## Your goal
Take the entries below and print, exactly, the stretch from the line containing "g.fill(path, 'evenodd');" through the line containing "g.textAlign = isNaN(turn) ? turn : align;", both included.

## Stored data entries

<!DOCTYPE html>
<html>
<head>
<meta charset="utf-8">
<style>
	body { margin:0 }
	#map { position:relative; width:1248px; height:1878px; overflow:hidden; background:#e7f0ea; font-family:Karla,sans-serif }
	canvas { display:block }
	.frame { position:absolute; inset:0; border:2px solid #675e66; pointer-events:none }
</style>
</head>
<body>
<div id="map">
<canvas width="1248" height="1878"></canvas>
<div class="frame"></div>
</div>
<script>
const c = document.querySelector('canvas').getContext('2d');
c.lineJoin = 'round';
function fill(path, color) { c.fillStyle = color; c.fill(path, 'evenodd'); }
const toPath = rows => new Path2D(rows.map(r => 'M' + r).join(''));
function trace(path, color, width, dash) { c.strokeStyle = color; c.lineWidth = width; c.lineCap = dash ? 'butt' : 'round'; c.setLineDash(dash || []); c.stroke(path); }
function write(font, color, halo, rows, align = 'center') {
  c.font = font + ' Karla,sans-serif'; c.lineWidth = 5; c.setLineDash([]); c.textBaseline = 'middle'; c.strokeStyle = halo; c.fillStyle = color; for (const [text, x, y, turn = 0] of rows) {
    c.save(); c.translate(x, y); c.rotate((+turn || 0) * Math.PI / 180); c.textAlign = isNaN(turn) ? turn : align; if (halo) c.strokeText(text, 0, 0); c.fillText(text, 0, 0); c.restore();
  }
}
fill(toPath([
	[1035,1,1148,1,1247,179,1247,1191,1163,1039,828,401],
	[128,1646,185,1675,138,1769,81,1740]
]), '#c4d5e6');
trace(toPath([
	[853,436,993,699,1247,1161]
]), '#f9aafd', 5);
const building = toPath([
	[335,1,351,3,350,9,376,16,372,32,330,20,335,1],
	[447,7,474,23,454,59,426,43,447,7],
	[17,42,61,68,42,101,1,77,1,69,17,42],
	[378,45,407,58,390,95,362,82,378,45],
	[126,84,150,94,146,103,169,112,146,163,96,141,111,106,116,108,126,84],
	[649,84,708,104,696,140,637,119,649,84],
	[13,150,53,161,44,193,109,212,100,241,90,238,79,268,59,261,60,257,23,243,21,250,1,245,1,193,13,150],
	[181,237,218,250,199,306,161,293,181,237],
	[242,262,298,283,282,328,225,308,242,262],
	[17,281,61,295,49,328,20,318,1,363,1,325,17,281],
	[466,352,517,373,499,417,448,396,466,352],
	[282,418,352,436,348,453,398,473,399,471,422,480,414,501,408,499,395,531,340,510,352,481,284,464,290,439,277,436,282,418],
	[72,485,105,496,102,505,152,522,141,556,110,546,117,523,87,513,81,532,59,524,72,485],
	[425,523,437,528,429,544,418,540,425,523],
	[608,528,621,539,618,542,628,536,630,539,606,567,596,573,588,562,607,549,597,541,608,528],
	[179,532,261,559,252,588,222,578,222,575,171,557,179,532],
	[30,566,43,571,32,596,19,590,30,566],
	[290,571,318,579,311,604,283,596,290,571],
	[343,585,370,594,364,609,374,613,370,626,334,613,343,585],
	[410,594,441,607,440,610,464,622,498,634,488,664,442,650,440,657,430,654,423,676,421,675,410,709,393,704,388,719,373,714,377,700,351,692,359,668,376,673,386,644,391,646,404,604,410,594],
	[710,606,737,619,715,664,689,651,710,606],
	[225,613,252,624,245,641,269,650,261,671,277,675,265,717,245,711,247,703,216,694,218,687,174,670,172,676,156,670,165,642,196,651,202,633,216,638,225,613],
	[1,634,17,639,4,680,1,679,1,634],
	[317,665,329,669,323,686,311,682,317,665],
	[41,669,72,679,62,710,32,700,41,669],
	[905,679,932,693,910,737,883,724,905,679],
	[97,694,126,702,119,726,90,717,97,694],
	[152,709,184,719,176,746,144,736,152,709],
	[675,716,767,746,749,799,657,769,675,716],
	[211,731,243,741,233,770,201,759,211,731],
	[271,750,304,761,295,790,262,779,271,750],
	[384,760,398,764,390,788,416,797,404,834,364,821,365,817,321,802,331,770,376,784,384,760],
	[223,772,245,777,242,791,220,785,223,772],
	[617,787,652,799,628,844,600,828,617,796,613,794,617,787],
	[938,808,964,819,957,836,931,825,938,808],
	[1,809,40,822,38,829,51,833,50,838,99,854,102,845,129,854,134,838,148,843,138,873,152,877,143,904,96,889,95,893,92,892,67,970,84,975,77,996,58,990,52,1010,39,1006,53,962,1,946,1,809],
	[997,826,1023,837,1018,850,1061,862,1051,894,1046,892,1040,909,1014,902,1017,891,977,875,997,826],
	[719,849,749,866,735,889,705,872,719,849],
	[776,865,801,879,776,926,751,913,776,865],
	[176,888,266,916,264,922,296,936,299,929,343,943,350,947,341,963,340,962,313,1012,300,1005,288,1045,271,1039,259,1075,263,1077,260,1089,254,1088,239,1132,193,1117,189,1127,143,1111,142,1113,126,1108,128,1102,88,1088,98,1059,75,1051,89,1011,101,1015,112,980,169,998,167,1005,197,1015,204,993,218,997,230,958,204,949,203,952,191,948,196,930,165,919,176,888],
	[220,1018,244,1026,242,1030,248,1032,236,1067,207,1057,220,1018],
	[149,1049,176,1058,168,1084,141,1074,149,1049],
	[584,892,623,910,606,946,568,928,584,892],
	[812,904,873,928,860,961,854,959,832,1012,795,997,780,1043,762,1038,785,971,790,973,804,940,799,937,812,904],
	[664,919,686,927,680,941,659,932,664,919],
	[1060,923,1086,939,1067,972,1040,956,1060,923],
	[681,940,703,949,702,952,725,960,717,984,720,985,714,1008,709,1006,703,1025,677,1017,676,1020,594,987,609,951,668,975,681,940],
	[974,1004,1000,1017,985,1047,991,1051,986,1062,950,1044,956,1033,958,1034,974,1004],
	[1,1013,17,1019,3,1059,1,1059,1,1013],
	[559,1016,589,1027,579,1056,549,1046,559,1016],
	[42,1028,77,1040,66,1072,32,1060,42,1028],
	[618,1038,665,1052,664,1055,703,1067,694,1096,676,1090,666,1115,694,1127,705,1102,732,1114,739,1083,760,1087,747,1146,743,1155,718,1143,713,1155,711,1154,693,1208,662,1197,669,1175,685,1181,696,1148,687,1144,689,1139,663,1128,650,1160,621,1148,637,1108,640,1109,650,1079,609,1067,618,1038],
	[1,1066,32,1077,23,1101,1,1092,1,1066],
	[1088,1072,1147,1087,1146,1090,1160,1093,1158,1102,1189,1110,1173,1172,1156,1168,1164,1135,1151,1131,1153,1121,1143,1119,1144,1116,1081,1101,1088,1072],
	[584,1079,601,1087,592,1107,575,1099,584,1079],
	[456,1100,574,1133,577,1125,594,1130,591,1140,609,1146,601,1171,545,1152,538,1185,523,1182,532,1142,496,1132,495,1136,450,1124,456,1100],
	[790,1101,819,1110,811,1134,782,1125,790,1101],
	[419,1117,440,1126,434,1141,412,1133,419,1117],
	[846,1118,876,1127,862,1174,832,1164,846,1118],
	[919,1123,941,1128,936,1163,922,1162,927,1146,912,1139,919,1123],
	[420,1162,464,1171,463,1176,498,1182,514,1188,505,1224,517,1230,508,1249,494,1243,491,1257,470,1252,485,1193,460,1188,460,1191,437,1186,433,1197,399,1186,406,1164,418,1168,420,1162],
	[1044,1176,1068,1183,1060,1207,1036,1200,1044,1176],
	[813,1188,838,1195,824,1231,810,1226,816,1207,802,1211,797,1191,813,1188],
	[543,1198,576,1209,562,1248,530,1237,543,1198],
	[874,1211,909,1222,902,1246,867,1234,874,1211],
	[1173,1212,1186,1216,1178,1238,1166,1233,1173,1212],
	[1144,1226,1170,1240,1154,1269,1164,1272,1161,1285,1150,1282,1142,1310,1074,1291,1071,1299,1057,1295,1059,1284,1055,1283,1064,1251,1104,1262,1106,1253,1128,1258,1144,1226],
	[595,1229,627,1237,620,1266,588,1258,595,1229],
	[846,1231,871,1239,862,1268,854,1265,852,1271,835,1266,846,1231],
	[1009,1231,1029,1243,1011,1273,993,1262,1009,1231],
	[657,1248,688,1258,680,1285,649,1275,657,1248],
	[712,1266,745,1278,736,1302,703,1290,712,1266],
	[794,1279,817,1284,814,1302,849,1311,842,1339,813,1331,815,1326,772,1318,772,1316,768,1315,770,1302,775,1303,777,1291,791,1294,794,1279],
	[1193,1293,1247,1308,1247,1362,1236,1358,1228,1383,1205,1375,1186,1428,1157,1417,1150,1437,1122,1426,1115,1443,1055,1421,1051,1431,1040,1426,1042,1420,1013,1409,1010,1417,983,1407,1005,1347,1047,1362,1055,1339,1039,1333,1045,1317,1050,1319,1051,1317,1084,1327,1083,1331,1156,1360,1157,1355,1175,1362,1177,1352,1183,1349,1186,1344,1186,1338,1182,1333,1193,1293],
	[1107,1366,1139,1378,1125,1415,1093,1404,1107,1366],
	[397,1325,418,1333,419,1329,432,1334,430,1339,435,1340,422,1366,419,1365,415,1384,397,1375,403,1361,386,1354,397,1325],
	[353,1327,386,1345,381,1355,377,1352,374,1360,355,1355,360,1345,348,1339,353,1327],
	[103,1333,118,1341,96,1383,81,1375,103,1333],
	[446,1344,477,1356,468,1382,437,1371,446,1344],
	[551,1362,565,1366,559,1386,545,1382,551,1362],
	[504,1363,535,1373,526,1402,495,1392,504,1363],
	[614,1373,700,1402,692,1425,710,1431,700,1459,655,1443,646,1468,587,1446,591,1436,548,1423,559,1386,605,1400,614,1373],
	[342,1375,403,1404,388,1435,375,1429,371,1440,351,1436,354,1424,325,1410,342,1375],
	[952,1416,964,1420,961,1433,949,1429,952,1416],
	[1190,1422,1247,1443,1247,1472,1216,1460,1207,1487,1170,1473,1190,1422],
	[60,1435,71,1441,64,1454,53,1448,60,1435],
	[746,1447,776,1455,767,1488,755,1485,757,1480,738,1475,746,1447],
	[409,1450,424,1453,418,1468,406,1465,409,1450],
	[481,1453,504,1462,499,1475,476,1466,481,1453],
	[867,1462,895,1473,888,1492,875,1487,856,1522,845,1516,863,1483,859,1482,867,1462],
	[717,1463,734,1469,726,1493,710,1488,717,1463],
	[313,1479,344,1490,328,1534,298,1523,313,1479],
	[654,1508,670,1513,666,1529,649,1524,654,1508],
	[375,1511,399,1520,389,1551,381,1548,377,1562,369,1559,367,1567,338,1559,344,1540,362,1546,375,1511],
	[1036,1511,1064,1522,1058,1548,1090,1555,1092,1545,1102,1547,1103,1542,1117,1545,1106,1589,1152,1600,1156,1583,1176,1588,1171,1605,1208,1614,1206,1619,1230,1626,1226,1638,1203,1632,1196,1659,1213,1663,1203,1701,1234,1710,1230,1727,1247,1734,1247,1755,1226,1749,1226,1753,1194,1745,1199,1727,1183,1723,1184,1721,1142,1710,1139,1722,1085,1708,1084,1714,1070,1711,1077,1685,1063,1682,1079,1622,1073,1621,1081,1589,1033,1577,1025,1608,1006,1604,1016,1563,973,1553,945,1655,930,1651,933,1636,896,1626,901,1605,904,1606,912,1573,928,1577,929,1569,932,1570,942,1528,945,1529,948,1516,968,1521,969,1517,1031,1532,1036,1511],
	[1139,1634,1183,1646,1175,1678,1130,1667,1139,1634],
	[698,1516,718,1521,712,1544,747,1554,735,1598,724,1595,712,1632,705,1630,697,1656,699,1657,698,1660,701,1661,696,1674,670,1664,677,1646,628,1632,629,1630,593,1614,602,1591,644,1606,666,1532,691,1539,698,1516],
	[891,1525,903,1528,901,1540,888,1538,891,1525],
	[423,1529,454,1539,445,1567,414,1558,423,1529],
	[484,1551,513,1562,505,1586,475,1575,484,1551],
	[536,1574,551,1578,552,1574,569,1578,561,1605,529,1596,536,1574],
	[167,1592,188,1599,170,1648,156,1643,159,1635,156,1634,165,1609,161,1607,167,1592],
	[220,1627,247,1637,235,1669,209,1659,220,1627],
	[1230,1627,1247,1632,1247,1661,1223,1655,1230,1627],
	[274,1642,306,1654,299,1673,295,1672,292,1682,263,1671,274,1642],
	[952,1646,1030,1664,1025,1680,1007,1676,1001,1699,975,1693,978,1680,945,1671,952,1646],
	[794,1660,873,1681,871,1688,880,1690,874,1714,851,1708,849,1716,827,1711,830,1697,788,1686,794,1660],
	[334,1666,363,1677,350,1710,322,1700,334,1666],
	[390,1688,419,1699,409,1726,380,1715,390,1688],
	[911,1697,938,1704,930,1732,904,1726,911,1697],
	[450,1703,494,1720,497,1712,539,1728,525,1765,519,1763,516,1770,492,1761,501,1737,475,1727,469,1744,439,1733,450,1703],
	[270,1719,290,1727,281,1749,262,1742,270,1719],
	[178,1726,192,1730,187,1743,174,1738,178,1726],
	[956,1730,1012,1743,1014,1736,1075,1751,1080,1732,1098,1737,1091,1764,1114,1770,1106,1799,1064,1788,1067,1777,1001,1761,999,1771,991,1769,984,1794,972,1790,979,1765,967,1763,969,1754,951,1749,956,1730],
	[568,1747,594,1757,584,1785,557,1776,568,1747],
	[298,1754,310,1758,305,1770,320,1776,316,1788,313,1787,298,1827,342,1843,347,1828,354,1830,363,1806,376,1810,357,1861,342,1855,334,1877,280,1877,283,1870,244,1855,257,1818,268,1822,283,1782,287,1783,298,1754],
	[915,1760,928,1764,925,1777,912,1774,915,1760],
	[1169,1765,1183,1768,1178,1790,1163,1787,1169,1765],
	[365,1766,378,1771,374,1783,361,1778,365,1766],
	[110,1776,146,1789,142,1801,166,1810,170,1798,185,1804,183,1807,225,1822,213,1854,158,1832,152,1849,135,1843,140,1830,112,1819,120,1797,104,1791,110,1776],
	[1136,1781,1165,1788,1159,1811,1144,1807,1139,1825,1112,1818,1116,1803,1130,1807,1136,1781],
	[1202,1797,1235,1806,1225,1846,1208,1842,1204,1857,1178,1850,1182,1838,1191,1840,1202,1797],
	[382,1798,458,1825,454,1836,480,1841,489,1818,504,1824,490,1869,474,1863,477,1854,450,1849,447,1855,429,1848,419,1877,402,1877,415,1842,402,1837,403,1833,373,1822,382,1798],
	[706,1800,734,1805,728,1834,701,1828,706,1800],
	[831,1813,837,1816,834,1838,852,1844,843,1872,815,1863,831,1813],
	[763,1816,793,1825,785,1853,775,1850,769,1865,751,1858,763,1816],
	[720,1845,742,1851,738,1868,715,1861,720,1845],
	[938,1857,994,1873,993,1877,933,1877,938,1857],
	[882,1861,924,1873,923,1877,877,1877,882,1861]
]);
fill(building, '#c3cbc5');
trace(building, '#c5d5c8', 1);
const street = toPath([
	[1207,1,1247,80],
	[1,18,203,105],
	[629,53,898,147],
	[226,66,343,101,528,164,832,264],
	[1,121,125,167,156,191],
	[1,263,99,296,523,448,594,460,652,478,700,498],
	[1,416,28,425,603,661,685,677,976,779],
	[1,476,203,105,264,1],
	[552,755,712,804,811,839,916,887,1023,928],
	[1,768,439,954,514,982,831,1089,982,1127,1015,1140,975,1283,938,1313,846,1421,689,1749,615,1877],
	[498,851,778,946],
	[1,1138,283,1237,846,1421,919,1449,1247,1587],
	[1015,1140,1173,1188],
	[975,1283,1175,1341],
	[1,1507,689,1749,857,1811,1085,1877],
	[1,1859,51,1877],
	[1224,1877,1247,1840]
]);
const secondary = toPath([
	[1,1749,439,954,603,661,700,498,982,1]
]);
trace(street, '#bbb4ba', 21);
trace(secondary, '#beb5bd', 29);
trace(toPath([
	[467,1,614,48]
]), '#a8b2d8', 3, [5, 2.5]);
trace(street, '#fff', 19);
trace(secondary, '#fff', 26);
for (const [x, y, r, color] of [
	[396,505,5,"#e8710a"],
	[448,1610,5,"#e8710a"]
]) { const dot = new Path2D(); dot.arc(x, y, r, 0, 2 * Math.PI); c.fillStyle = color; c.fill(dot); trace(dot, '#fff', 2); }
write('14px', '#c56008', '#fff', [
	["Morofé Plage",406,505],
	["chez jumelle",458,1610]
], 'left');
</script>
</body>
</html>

==

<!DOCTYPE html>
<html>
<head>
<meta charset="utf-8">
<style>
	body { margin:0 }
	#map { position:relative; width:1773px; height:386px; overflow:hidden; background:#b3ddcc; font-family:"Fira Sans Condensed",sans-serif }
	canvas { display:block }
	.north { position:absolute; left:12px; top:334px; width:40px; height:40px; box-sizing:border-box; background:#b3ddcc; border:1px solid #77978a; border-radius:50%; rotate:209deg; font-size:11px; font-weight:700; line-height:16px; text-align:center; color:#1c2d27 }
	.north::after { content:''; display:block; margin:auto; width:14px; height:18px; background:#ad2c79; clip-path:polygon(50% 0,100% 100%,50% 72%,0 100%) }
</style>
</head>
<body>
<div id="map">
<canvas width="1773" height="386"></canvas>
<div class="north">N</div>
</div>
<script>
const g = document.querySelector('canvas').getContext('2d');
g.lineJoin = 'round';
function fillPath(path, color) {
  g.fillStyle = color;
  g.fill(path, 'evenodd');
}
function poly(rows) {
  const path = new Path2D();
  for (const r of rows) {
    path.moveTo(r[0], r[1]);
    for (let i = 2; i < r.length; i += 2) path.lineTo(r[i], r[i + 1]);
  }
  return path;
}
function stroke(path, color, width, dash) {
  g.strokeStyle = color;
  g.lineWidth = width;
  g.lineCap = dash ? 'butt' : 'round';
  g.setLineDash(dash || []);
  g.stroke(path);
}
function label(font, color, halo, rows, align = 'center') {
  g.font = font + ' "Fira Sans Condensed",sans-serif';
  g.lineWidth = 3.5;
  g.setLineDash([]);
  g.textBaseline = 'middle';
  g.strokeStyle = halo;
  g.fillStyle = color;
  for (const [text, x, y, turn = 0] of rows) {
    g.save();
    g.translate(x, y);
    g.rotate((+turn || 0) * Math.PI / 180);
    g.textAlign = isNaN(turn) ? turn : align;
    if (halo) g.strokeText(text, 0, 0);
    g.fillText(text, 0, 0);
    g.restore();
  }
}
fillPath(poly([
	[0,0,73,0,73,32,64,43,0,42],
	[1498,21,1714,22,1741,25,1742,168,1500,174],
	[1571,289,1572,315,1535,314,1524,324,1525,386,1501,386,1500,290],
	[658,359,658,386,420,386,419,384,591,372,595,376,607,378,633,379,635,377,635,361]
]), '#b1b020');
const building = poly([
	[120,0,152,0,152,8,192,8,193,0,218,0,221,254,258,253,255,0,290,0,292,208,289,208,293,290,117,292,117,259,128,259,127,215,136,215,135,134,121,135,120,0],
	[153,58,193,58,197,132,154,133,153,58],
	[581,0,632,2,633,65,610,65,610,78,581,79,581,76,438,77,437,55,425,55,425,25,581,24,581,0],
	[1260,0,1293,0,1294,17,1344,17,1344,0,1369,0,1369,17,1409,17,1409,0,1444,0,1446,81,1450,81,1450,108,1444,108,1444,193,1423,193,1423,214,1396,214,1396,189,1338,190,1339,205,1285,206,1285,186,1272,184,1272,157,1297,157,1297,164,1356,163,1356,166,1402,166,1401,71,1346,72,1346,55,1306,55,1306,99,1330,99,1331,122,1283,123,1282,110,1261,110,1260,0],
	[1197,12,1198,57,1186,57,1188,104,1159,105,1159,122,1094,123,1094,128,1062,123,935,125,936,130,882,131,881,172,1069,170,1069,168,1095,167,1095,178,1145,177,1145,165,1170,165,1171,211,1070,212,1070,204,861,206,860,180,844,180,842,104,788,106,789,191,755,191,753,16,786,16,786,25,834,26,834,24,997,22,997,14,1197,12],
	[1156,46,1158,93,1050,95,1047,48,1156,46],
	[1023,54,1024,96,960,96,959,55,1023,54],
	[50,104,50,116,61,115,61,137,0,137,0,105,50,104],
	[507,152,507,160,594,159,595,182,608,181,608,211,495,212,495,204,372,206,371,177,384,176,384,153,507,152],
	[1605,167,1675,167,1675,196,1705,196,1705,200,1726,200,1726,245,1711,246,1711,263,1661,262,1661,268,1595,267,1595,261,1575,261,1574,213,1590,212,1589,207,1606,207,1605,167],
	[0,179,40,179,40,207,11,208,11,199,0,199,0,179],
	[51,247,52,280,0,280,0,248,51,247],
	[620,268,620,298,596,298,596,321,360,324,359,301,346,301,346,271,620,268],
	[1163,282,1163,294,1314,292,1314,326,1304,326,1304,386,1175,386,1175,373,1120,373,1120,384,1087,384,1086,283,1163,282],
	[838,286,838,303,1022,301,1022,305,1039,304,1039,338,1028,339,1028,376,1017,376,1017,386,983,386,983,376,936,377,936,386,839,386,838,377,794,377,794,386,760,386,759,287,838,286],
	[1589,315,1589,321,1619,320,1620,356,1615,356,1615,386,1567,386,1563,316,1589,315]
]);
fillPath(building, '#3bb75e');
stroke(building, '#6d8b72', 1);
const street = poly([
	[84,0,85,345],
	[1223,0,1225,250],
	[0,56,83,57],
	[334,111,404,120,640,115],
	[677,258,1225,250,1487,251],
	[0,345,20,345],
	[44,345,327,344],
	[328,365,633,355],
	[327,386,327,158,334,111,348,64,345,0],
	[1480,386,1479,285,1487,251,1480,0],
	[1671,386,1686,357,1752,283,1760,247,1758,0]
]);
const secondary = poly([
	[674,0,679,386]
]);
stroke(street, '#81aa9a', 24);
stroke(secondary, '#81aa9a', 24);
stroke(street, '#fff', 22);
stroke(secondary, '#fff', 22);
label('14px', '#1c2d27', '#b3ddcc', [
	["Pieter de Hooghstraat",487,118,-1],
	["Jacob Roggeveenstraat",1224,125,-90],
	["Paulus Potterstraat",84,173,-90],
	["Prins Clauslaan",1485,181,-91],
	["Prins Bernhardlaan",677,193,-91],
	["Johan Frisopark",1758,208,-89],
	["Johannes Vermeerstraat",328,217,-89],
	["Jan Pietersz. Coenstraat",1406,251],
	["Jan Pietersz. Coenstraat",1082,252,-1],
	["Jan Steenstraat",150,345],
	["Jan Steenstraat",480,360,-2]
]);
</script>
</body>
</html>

## Written answer
  g.fill(path, 'evenodd');
}
function poly(rows) {
  const path = new Path2D();
  for (const r of rows) {
    path.moveTo(r[0], r[1]);
    for (let i = 2; i < r.length; i += 2) path.lineTo(r[i], r[i + 1]);
  }
  return path;
}
function stroke(path, color, width, dash) {
  g.strokeStyle = color;
  g.lineWidth = width;
  g.lineCap = dash ? 'butt' : 'round';
  g.setLineDash(dash || []);
  g.stroke(path);
}
function label(font, color, halo, rows, align = 'center') {
  g.font = font + ' "Fira Sans Condensed",sans-serif';
  g.lineWidth = 3.5;
  g.setLineDash([]);
  g.textBaseline = 'middle';
  g.strokeStyle = halo;
  g.fillStyle = color;
  for (const [text, x, y, turn = 0] of rows) {
    g.save();
    g.translate(x, y);
    g.rotate((+turn || 0) * Math.PI / 180);
    g.textAlign = isNaN(turn) ? turn : align;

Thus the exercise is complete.